EMC's Very Profitable -- So Why the Layoffs?

 
 
By Chris Preimesberger  |  Posted 2010-01-25 Email Print this article Print
 
 
 
 
 
 
 

If data storage companies were dinosaurs, EMC would be Tyrannosaurus Rex. If they were all fish, EMC would be a shark.

Nothing wrong with being a T-Rex or a shark. They're just large and fearsome. As we know, these animals eat lots of other animals, because that's what they have to do to survive. They're so big and bulky that in order to maintain that bulk, they need to feed a lot -- and often -- to keep moving through the world.
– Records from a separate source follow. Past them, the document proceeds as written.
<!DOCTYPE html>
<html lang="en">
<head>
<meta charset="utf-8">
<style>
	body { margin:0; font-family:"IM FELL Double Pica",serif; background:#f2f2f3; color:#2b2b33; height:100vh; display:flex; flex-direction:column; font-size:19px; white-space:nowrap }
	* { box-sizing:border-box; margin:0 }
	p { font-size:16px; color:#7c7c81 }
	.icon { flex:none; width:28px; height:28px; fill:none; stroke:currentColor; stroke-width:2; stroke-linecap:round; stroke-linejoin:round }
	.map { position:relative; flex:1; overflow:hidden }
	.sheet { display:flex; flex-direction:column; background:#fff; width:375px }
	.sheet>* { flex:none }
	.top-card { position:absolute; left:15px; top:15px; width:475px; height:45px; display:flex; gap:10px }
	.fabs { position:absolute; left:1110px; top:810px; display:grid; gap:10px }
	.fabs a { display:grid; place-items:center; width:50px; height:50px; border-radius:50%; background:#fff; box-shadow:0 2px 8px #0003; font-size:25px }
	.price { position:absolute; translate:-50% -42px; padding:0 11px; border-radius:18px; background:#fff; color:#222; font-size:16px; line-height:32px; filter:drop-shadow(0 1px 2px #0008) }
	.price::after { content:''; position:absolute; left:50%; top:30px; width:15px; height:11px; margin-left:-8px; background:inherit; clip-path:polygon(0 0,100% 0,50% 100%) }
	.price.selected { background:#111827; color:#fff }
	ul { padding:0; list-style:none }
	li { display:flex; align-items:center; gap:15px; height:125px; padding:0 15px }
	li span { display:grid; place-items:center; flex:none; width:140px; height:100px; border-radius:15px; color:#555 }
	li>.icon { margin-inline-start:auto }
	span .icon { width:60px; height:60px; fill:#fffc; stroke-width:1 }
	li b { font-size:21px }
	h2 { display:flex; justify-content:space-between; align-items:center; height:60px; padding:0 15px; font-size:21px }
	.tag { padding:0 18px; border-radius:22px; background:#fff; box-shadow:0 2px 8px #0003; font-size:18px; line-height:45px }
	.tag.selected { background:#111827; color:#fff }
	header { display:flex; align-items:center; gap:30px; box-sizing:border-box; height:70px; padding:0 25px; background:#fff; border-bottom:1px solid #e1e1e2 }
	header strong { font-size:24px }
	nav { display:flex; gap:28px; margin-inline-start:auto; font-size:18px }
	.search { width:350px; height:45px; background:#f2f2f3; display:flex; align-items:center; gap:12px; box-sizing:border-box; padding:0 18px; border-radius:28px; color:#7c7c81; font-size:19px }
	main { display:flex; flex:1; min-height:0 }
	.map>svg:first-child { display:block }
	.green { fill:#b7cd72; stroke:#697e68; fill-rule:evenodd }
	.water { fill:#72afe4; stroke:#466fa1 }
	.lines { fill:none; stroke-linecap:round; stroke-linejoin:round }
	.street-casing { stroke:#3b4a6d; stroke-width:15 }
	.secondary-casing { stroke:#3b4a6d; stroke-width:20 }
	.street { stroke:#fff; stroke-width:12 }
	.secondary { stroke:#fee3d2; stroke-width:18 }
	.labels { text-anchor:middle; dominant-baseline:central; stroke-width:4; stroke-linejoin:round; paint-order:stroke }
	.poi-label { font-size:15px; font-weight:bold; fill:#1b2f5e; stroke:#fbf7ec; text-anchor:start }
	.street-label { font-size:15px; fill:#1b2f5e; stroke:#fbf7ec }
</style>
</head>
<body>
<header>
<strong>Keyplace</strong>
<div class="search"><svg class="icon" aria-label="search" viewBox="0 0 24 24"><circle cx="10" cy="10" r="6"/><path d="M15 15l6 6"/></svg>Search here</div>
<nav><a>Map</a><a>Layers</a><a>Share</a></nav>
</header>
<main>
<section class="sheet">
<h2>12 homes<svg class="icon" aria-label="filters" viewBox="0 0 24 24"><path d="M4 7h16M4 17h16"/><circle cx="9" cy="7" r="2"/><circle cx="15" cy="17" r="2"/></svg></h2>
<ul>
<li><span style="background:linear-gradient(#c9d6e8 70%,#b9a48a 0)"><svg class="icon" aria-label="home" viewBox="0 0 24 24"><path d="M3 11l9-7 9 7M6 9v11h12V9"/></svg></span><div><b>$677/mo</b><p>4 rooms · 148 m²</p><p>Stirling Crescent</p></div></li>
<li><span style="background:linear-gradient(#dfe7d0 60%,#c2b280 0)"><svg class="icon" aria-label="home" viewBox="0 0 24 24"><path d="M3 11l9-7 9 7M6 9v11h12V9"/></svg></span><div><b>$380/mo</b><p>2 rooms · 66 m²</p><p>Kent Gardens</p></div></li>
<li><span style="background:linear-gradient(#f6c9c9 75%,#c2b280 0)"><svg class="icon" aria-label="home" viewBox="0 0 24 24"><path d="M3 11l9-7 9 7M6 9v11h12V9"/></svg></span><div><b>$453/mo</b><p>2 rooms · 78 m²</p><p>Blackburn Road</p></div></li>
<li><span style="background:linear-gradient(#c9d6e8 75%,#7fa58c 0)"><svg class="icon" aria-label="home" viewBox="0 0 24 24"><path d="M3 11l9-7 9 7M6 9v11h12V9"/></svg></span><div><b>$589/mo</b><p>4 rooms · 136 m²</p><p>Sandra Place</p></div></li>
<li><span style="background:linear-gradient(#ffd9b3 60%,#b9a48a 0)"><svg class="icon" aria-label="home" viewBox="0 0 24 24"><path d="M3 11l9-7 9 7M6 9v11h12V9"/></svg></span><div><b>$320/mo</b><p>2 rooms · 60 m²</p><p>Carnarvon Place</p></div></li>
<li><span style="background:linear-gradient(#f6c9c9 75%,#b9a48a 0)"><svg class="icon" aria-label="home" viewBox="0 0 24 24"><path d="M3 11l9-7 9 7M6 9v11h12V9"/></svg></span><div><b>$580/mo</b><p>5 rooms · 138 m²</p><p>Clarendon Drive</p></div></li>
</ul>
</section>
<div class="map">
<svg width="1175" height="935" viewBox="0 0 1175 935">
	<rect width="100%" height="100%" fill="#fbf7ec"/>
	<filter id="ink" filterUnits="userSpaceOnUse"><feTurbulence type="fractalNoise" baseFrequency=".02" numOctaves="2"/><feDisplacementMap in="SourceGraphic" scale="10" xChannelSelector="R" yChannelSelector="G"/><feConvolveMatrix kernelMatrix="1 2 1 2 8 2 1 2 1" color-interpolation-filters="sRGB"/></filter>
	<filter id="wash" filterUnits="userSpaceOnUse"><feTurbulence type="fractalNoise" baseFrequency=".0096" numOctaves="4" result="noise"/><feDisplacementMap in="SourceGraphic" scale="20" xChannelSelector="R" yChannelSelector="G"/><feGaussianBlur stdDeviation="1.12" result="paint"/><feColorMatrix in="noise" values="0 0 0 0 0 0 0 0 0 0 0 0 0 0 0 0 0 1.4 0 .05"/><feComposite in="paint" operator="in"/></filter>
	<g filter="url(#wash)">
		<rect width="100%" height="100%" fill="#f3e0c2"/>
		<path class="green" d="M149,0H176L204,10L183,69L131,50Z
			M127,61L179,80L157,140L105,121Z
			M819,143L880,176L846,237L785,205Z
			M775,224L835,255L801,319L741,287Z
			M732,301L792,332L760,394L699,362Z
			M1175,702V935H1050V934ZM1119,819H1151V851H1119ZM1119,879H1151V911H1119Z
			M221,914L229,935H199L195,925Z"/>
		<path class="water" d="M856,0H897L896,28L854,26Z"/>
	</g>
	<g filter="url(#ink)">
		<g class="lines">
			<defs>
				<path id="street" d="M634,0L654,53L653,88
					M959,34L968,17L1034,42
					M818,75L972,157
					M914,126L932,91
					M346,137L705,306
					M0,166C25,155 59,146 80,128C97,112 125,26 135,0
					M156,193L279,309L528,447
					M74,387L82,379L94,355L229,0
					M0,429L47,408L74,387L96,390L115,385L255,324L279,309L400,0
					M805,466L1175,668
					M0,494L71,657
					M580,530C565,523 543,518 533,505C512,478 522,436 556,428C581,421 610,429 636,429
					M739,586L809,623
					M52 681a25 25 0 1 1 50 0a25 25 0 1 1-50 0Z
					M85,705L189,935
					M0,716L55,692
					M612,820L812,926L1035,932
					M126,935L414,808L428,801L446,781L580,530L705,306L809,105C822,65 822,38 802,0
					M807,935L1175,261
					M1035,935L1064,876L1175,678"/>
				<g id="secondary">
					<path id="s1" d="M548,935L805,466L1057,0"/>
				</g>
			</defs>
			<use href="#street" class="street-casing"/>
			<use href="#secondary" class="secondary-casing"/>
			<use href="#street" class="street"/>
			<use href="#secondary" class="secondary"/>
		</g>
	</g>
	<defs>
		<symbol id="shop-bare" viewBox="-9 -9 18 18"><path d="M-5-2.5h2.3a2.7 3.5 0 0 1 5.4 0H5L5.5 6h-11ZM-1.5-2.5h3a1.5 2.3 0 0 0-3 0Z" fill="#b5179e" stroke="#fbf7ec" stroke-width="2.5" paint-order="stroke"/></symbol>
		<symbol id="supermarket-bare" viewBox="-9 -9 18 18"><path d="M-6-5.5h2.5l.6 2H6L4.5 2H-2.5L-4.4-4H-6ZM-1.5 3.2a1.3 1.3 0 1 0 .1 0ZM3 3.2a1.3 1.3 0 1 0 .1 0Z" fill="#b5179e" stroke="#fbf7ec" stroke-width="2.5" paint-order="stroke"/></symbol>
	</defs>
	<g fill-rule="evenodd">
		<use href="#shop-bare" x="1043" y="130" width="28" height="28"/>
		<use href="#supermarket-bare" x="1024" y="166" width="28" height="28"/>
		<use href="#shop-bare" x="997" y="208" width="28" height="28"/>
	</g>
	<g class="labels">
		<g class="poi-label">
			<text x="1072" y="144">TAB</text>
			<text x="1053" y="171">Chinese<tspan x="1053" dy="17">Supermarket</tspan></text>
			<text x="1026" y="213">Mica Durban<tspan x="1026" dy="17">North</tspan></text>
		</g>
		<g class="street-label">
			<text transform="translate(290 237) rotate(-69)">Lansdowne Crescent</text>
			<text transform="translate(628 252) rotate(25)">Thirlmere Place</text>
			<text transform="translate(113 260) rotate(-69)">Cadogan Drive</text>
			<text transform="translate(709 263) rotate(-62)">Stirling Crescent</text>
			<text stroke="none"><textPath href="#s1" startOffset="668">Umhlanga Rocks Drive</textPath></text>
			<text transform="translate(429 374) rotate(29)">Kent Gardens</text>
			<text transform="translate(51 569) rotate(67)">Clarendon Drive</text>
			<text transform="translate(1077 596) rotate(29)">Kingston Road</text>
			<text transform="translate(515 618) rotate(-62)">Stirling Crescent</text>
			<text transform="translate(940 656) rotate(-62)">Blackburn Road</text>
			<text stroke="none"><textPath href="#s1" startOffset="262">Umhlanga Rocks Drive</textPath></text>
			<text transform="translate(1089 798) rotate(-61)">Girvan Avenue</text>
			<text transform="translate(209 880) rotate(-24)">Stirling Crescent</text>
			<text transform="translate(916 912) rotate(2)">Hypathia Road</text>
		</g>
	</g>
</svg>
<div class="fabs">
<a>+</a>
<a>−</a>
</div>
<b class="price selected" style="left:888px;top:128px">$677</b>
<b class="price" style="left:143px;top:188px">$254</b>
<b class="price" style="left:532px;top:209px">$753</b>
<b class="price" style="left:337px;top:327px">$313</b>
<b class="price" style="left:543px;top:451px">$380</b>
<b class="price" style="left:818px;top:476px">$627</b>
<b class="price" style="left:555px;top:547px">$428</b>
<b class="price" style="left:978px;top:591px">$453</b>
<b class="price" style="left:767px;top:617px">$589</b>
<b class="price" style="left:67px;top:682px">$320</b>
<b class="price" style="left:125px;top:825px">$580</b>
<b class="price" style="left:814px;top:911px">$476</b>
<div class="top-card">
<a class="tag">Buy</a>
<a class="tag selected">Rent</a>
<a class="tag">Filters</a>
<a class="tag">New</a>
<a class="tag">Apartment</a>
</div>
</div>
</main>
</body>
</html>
EMC has long been known for this growth strategy: Buy and swallow other companies that will make the mothership healthy and profitable. EMC has digested more than 100 acquisitions in the last seven years.

Not too much wrong with that, either. In a free-market culture, the buying and selling of companies is an important part of our overall business picture. Adding good companies -- and continuing to execute correctly -- adds directly to the bottom-line profit of the acquiring company.

However, The Station does have an issue with EMC on another point: EMC also has been eating its own employees.

Why did it lay off 2,400 people in 2009 [this was confirmed for The Station by a trusted EMC source], when it is posting hugely positive numbers like it did Jan. 26: a quarterly profit of $426.5 million, up 54 percent from a year ago? Remember, this is profit, not income.

We repeat: Profit, not income.

In fact, EMC has posted profits in almost every quarter in the last eight years.

We are taught growing up that in a team situation, everybody on the team is responsible for the success or failure of the team. But we're not seeing a lot of failure here.

So for the longtime success of EMC, layoffs are the thanks 2,400 people get for helping a company make excellent money for its shareholders? Conservative management is one thing, but what is that all about?

EMC is a smart company, and we'd like to hear its side of this story. But companies generally don't like to talk about personnel issues.

However, there is no denying this: There were 2,400 people working for EMC who went home one evening last year and had to tell their families that they had been fired -- after helping their company produce record profits.

Can you explain it to those families, EMC?